The tumours were allowed to establish for 4 days before dosing was initiated. Dosing was intravenous (0.25ml /day) for 6 days of amounts as shown in the table below and the tumours were excised 24 hours after the
last dose. The data so far relates to wet and dry weights of the tumour mass, and is shown in the following table: Group n Wet Weight/mg Dry Weight/mg
Control PBS 7 470 ± 15 84.5 + 4.2
Cremophor 9 514 + 39 94.4 ± 7.8
Taxol 2.5mg/kg 6 482 ± 37 81.7 + 9.2
Taxol lOmg/kg 8 464 + 30 73.9 + 6.4*
HA 7.5mg/kg 7 485 ± 28 72.1 ± 5.3*
Taxol 2.5mg/kg + 88 391 ± 38* 60.4 ± 8.0**
HA 7.5mg/kg p<0.05
* * p<0.01 comparison with Cremophor control. HA = hyaluronan (sodium hyaluronate (EM) having a molecular weight between 50,000 and 750,000 daltons (protein standard)
Taxol was solubilised in a mixture of 1:1 ethanol and cremophor EL.
Further dilution was in sterile PBS. The final cremophor concentration in all Taxol groups was 1.6%. A similar solution served as vehicle control (the cremophor group in the table above) .The HA alone should be compared with the PBS control group.
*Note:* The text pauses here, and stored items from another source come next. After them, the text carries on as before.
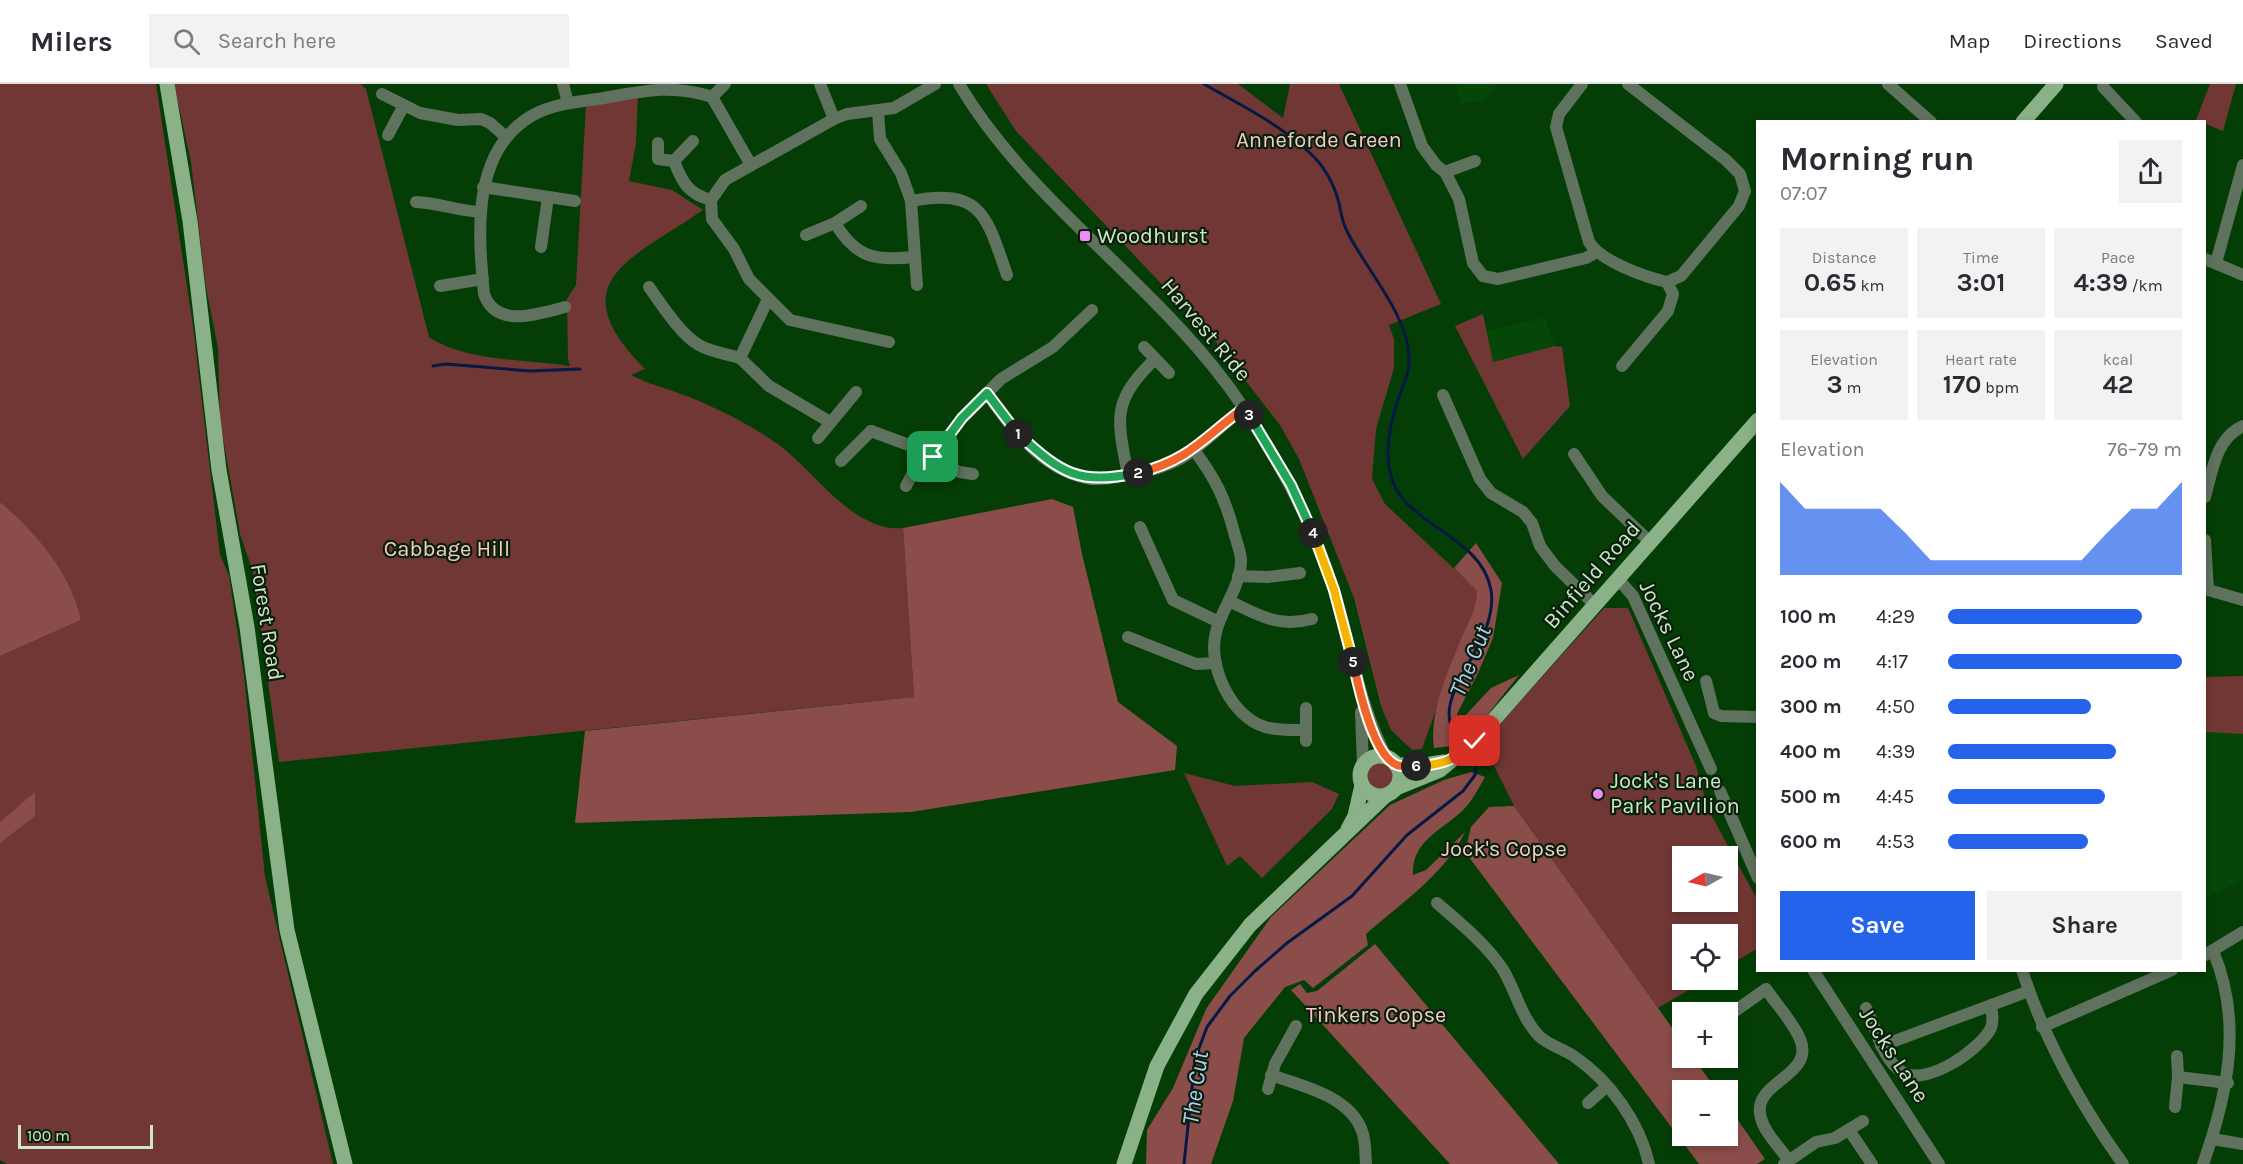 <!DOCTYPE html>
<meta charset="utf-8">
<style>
body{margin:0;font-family:Karla,sans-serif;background:#f2f2f3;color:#2b2b33;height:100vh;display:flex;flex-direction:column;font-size:22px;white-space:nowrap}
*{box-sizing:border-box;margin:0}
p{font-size:20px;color:#7c7c81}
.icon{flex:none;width:33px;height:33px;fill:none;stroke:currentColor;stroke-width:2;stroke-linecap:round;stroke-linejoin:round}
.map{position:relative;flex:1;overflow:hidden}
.panel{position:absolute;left:1756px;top:36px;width:450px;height:852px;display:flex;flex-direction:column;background:#fff;border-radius:0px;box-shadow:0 3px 9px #0003}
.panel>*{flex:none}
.needle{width:39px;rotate:262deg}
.buttons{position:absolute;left:1672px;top:762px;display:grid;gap:12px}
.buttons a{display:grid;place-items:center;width:66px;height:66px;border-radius:0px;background:#fff;box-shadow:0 3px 9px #0003;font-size:30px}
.scale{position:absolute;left:18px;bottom:15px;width:135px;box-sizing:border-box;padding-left:6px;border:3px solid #cbe7c8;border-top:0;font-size:16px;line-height:21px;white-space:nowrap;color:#cbe7c8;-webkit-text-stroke:4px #091f09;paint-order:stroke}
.pin{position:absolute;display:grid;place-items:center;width:51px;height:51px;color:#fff;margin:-26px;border-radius:12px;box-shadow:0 3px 9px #0006}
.km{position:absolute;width:30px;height:30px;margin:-15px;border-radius:50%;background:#222;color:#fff;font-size:16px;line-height:30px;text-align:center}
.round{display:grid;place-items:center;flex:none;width:63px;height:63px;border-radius:0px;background:#f2f2f3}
.headline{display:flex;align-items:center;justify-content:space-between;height:102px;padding:0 24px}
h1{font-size:33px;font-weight:700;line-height:45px}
.stats{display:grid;grid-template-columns:repeat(3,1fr);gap:9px;height:102px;padding:6px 24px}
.stats div{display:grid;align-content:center;border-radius:0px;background:#f2f2f3;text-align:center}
.stats b{font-size:26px;font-weight:700}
.stats small{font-size:16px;font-weight:400}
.stats p{font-size:16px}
.chart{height:168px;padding:12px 24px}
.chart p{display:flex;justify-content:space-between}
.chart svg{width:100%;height:108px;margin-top:6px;fill:#2563eb;opacity:.7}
.cta{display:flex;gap:12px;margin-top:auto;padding:12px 24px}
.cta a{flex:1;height:69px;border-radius:0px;background:#2563eb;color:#fff;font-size:24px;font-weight:700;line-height:69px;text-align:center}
.cta a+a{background:#f2f2f3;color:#2b2b33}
ul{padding:0 24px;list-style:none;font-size:20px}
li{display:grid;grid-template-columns:96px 72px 1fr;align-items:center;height:45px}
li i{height:15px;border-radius:8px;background:#2563eb}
header{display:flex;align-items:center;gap:36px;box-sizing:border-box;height:84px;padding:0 30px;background:#fff;border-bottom:2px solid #e1e1e2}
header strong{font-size:28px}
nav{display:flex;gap:33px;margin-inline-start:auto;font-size:21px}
.search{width:420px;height:54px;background:#f2f2f3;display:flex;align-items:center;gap:15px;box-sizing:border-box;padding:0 21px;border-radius:0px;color:#7c7c81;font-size:22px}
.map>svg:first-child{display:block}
</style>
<header>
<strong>Milers</strong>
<div class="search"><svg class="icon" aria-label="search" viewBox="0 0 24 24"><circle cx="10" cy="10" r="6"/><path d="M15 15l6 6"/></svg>Search here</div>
<nav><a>Map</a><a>Directions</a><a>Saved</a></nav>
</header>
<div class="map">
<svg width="2243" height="1080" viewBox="0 0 2243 1080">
<rect width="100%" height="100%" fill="#043e06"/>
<g fill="#054707">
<polygon points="1457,0 1497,0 1485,16 1460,20"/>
<polygon points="1545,234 1555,262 1492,278 1485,247"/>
<polygon points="2205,648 2243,650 2243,796 2205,814"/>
</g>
<g fill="#713735" fill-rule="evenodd">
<path d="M0,0H156L193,242L220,471L229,492L244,592L265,793L333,1080H7L0,1076V572L81,536C71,489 36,448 0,418Z"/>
<path d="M174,0H360L366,5L429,253C466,278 526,275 570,282L568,275L567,215L576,201L586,20L638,10L636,59L629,97L672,106L703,126C632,175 558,198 645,285L631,291C646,299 662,303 678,309C712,321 747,339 776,359C813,384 852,449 903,444L914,613L279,678L253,488L240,450L220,337L218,264L206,203L191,78Z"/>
<polygon points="986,0 1238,0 1283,34 1290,0 1339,0 1441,220 1389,241 1394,255 1394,284 1376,345 1372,395 1385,420 1478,507 1476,526 1462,554 1422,665 1412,666 1391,646 1381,622 1354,514 1299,375 1280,341 1211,252 1016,47"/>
<polygon points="2210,0 2236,0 2223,47 2196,36"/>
<polygon points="1483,230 1493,278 1555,262 1562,263 1570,322 1523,375 1455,242"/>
<path d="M1604,524H1628L1696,682L1708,725L1758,817V864L1728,882V850H1683V896H1706L1658,924L1514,722L1484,662L1489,652ZM1683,772H1728V818H1683Z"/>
<polygon points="2243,592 2243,650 2205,648 2205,593"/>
<circle cx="1381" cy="693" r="14"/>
<polygon points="1184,689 1235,702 1312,698 1339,710 1332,725 1262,794 1240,772 1227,782"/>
</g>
<g fill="#8b4d4a">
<polygon points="1052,415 1073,423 1082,470 1118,618 1177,662 1175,686 911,728 575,739 585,647 914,613 903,444"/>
<path d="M0,418C36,448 71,489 81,536L0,572Z"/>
<path d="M1476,459L1502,499L1493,554L1478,589L1457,630L1458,635H1462L1491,604L1519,591L1480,640L1453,662L1434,664C1429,628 1448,588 1461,555C1469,537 1476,528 1477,507L1454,484Z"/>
<path d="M1471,688L1485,693C1479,703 1473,716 1465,724C1444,746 1411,756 1413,791L1426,786L1465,748C1445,790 1401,819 1366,850L1368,861L1313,904L1304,896L1285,903L1244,954L1233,1017L1211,1080H1146L1147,1046L1173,1004L1206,925L1271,833L1390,721L1444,696Z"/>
<polygon points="35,708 35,732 0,759 0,738"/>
<polygon points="1514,722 1683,959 1683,974 1693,974 1717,1006 1683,1006 1683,1052 1728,1052 1728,1022 1765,1075 1757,1080 1699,1080 1465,768 1471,743 1489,723"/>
<polygon points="1375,860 1559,1080 1450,1080 1291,906 1300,900 1307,909 1317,907"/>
</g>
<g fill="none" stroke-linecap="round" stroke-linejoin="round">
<g stroke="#061944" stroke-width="3">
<path d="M1204,0C1240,21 1280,40 1310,69C1324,82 1334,100 1339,119C1341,128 1342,137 1346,145C1364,184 1408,229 1409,274C1410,289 1403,300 1399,313C1390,338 1383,372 1393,398C1409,442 1482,453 1491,506C1499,555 1441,601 1450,638C1452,646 1459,654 1464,661"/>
<polyline points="433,282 446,280 530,287 580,285"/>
<polyline points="1184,1080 1195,975 1207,943 1230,912 1255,887 1287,859 1352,812 1407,751 1463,707 1475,691 1476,681 1469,669"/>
</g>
<g stroke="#5f725e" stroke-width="12">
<polyline points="563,0 568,19"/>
<polyline points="820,0 834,35"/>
<path d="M959,0C1031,122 1163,203 1243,323C1281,380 1313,440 1334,506C1352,564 1358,619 1387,674"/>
<polyline points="1400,0 1422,62 1436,81 1445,88 1459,115 1473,179 1483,192 1498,195 1586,174 1595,169"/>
<path d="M1582,0L1559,30L1556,43L1589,158C1600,177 1645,193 1667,198"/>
<polyline points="1628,0 1726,76 1740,90 1745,107 1739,122 1681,192 1667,198"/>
<polyline points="1888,0 1931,38"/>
<polyline points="2103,3 2136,38"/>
<polyline points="382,10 420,29 458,36 481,35 490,39 506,53"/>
<polyline points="712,13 725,0"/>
<polyline points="878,27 880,55 901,89 911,117 917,201"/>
<polyline points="388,51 403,23"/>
<polyline points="658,59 658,75 674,77"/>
<path d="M674,77C682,98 688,110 711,116"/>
<polyline points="674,77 693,57"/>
<polyline points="1445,88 1475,77"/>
<polyline points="483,103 575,117"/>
<path d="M911,117C983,103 987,134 1007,191"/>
<path d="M416,118C439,119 458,127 481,128"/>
<path d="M835,139C856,174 875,177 914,173"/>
<polyline points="806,151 835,139 861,122"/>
<polyline points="541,163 548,113"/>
<polyline points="2205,175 2243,191"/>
<polyline points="2216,179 2243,81"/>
<polyline points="440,202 483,195"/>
<path d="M649,203C661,220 681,251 699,261C711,268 727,270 740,274"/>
<polyline points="768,215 740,274 769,302 830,338"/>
<path d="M565,223C538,230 496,245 484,210C478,149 471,66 533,31C555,19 580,18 604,14C643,7 673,0 712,13L751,81"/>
<polyline points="889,258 790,236 749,195 734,165 712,135 711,116 725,96 834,35 847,30 894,24 935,0"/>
<polyline points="1144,263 1169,289"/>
<polyline points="1622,282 1668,227 1673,210 1667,198"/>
<path d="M987,309C1011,344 1042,385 1086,394C1100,397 1117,393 1131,390C1149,387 1168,382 1183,373C1205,360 1223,339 1244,324"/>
<polyline points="1443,311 1480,395 1491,409 1523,428 1532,439 1540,462 1555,482 1595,521"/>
<polyline points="871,347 925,367 959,388 973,390"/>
<polyline points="818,354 856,308"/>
<path d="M1194,366C1215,394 1225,414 1234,448C1236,456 1240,466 1241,475C1242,501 1222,523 1216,548C1207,581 1231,633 1265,643C1278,647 1292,646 1306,646"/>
<polyline points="1574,370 1602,412 1651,459"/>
<polyline points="933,373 962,334 1001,295 1053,263 1092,226"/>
<polyline points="841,377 871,347"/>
<path d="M1128,391C1117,334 1111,318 1155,275"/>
<polyline points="906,402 925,367"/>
<path d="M2205,413C2212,388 2216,354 2243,342"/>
<polyline points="1140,443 1173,516 1219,538"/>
<polyline points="2205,456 2208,506"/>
<polyline points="1238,492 1268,493 1300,489"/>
<polyline points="1618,495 1633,512 1711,685"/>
<polyline points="2205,505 2243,516"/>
<path d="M1229,517C1259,531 1278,544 1312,535"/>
<polyline points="1128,553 1196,580 1216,579"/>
<polyline points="1706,597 1714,629 1721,632 1758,633"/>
<polyline points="1306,624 1306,657"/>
<polyline points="1361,628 1363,681"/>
<polyline points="1720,707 1758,794"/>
<path d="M1437,819C1460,839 1485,859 1502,884C1516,906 1520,932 1539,952C1548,961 1564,965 1575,973C1610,997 1640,1039 1649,1080"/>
<polyline points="2205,871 2243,848"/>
<polyline points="1813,886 1939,1080"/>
<path d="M2022,886C2045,957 2080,1020 2123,1080"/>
<path d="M1866,924C1877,945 1881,974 1902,988C1926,1003 1980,966 1991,944C1994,936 1992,929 1991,921"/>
<path d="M1728,932L1766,905C1777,921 1793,938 1800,955C1816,993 1750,997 1761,1034C1765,1050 1780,1063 1789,1077"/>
<polyline points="2042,943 2172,886"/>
<polyline points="1881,962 2029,907"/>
<path d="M1271,991C1302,1002 1350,1012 1362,1047C1366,1057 1365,1069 1366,1080"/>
<polyline points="2178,993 2228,999"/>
<polyline points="1268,1005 1275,980 1296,942"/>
<polyline points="1588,1019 1606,1003"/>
<polyline points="2175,1023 2178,993 2177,972"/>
<polyline points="1849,1046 1872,1080"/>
<polyline points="2212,1055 2243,1060"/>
<polyline points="1784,1080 1816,1058 1835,1054 1863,1037"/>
<path d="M2203,1080C2228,1010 2243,937 2213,867"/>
</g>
<g stroke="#8ab187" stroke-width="15">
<polyline points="167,0 190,137 219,386 247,543 287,846 345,1080"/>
<polyline points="2023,38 2056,0"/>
<circle cx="1380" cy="692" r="20"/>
<polyline points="1396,681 1425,681 1444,678"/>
<polyline points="1396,704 1440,686 1475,657 1758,336"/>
<polyline points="1348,745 1355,732 1362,701"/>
<polyline points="1124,1080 1157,982 1196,910 1250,841 1386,711"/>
</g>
</g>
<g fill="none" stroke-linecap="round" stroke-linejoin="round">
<g stroke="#fff" stroke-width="12">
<polyline id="split-1" points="933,373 962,334 987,309 1018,350"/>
</g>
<g stroke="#fff" stroke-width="12">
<path id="split-2" d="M1018,350C1062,390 1078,401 1138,389"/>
</g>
<g stroke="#fff" stroke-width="12">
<path id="split-3" d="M1138,389C1190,376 1203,354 1244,324L1249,331"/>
</g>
<g stroke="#fff" stroke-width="12">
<polyline id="split-4" points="1249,331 1291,401 1313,449"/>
</g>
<g stroke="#fff" stroke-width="12">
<polyline id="split-5" points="1313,449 1334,506 1353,578"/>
</g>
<g stroke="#fff" stroke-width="12">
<path id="split-6" d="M1353,578C1358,601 1373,672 1397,681C1402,683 1411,682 1416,682"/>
</g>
<g stroke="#fff" stroke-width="12">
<path id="split-7" d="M1416,682C1444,681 1455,676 1475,657"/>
</g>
<use href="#split-1" stroke="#22a559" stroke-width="8"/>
<use href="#split-2" stroke="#22a559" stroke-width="8"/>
<use href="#split-3" stroke="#f0652b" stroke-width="8"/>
<use href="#split-4" stroke="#22a559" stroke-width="8"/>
<use href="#split-5" stroke="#f5b400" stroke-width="8"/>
<use href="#split-6" stroke="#f0652b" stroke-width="8"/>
<use href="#split-7" stroke="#f5b400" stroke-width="8"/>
</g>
<g fill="#ed8cf9" stroke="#091f09" stroke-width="2">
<rect x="1079" y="146" width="12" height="12" rx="3"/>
<circle cx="1598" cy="710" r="6"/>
</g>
<g text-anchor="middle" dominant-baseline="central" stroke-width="4.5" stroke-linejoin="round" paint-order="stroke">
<g font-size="22" fill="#f3cbc8" stroke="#091f09">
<text x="1319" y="56">Anneforde Green</text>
<text x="447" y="465">Cabbage Hill</text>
<text x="1504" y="765">Jock's Copse</text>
<text x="1376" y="931">Tinkers Copse</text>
</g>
<g font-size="22" fill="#cbe7c8" stroke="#091f09" text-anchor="start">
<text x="1097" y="152">Woodhurst</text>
<text x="1610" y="697">Jock's Lane<tspan x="1610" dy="25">Park Pavilion</tspan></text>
</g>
<g font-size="22" fill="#cbe7c8" stroke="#091f09">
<text transform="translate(1206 246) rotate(50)">Harvest Ride</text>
<text transform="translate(1592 491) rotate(-49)">Binfield Road</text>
<text transform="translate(267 538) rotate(81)">Forest Road</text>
<text transform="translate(1669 547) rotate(64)">Jocks Lane</text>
<text transform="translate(1894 971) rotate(57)">Jocks Lane</text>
</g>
<g font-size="24" font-style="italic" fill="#b2caf8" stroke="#091f09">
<text transform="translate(1470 577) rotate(-68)">The Cut</text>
<text transform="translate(1195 1004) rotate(-82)">The Cut</text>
</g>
</g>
</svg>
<div class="buttons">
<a><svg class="needle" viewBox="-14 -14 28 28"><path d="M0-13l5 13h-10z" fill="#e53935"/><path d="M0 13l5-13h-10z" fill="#7c7c81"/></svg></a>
<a><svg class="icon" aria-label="locate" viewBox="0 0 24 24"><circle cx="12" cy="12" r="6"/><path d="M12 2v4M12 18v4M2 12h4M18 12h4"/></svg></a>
<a>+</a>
<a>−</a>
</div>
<div class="scale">100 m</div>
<div class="pin" style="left:933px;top:373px;background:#1e9e55"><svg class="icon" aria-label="arrive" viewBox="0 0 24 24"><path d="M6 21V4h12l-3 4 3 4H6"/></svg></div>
<div class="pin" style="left:1475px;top:657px;background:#d93025"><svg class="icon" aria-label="check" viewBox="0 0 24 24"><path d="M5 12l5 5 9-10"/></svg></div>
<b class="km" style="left:1018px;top:350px">1</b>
<b class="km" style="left:1138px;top:389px">2</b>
<b class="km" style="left:1249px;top:331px">3</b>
<b class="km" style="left:1313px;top:449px">4</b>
<b class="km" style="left:1353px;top:578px">5</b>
<b class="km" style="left:1416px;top:682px">6</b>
<section class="panel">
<div class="headline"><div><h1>Morning run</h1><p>07:07</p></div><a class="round"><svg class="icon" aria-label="share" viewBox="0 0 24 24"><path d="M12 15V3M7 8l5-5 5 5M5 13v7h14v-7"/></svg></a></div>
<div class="stats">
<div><p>Distance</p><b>0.65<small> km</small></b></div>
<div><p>Time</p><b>3:01</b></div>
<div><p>Pace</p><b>4:39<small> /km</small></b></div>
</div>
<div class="stats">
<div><p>Elevation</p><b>3<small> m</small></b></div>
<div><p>Heart rate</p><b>170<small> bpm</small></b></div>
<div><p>kcal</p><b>42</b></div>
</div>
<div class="chart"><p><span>Elevation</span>76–79 m</p>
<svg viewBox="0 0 160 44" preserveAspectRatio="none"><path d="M0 44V6L10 17L20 17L30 17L40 17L50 27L60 38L70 38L80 38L90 38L100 38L110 38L120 38L130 27L140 17L150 17L160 6V44z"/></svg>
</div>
<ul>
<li><b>100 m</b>4:29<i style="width:83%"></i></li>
<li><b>200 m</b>4:17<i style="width:100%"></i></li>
<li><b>300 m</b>4:50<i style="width:61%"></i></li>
<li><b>400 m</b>4:39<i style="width:72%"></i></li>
<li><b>500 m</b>4:45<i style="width:67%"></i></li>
<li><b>600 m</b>4:53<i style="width:60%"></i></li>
</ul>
<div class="cta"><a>Save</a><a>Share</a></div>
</section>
</div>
Numbers refer to dose in mg/kg.
The dry weights are of particular interest. We have a dose response reduction in dry weight with Taxol, and the combination of low dose
Taxol with HA gives the greatest suppression of all. To note: the reduction in tumour weight caused by HA alone; this is significant only against the Cremophor and not the PBS control.
Nonetheless, the data speaks for itself and demonstrates that HA had no detrimental effect on tumour growth. In fact it appears to suppress tumour growth possibly to the same extent as the high dose Taxol. (See PCT application WO 95/30423). The form of HA and Taxol™ may be administered in any suitable manner such as by direct injection, intravenous administration etc.
As many changes can be made to the embodiments without departing from the scope of the invention, it is intended that all material contained herein be interpreted as illustrative of the invention and not in a limiting sense.